Overview
- Manufacturer: Koenigsegg Automotive AB
- Production: 2010–2018; 65 produced;
- Assembly: Ängelholm, Sweden
- Designer: Christian von Koenigsegg

Body and chassis
- Class: Sports car (S)
- Body style: 2-door targa top
- Layout: Rear mid-engine, rear-wheel-drive
- Doors: Dihedral Synchro-Helix

Powertrain
- Engine: 5.0 L (305 cu in; 5,000 cc) Koenigsegg twin-turbocharged V8
- Power output: Standard: 706 kW (960 PS; 947 hp); Agera R: 706 kW (960 PS; 947 hp) on 93 Octane or 838 kW (1,139 PS; 1,124 hp) on E85; Agera S: 758 kW (1,031 PS; 1,016 hp); Agera RS: 865 kW (1,176 PS; 1,160 hp) or 1,000 kW (1,360 PS; 1,341 hp) 1MW option; One:1 / Agera Final: 1,000 kW (1,360 PS; 1,341 hp);
- Transmission: 7-speed dual-clutch

Dimensions
- Wheelbase: 2,662 mm (104.8 in)
- Length: 4,293 mm (169.0 in)
- Width: 1,996 mm (78.6 in)
- Height: 1,120 mm (44.1 in)
- Curb weight: Standard/Agera R/Agera S:; 1,435 kg (3,164 lb); 1,330 kg (2,932 lb) dry; One:1:; 1,360 kg (2,998 lb); Agera RS / Agera Final:; 1,395 kg (3,075 lb); 1,295 kg (2,855 lb) dry;

Chronology
- Predecessor: Koenigsegg CCX
- Successor: Koenigsegg Jesko

= Koenigsegg Agera =

Swedish mid-engine sports car

The Koenigsegg Agera is a mid-engine sports car produced by Swedish car manufacturer Koenigsegg and is a successor to the CCX/CCXR. The name comes from the Swedish verb 'agera' which means "to act".

It was named Hypercar of the Year in 2010 by Top Gear magazine.
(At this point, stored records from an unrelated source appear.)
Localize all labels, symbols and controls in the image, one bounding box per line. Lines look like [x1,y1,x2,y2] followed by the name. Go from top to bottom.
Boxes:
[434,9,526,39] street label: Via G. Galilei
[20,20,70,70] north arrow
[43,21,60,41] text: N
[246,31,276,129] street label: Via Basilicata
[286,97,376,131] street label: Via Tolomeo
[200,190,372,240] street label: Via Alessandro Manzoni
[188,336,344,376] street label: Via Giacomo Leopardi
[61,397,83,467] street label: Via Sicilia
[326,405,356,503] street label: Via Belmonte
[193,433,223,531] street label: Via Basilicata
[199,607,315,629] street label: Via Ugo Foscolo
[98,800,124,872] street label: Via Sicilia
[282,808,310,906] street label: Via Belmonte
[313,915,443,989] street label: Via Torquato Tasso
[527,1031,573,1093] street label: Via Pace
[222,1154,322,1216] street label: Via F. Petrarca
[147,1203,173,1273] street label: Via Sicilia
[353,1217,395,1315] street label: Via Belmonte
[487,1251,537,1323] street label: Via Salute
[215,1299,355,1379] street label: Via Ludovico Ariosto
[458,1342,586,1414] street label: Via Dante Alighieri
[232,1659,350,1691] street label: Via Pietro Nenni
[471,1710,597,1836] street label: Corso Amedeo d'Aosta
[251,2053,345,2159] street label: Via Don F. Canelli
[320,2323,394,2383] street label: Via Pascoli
The Agera RS variant became the world's fastest production car in 2017, setting a record with a GPS-verified two-way average top speed of 447 km/h and a fastest straight-line speed of 458 km/h.

The Agera ceased production in July 2018 with the unveiling of the two final edition cars at the 2018 Goodwood Festival of Speed. It was succeeded by the Jesko in 2019.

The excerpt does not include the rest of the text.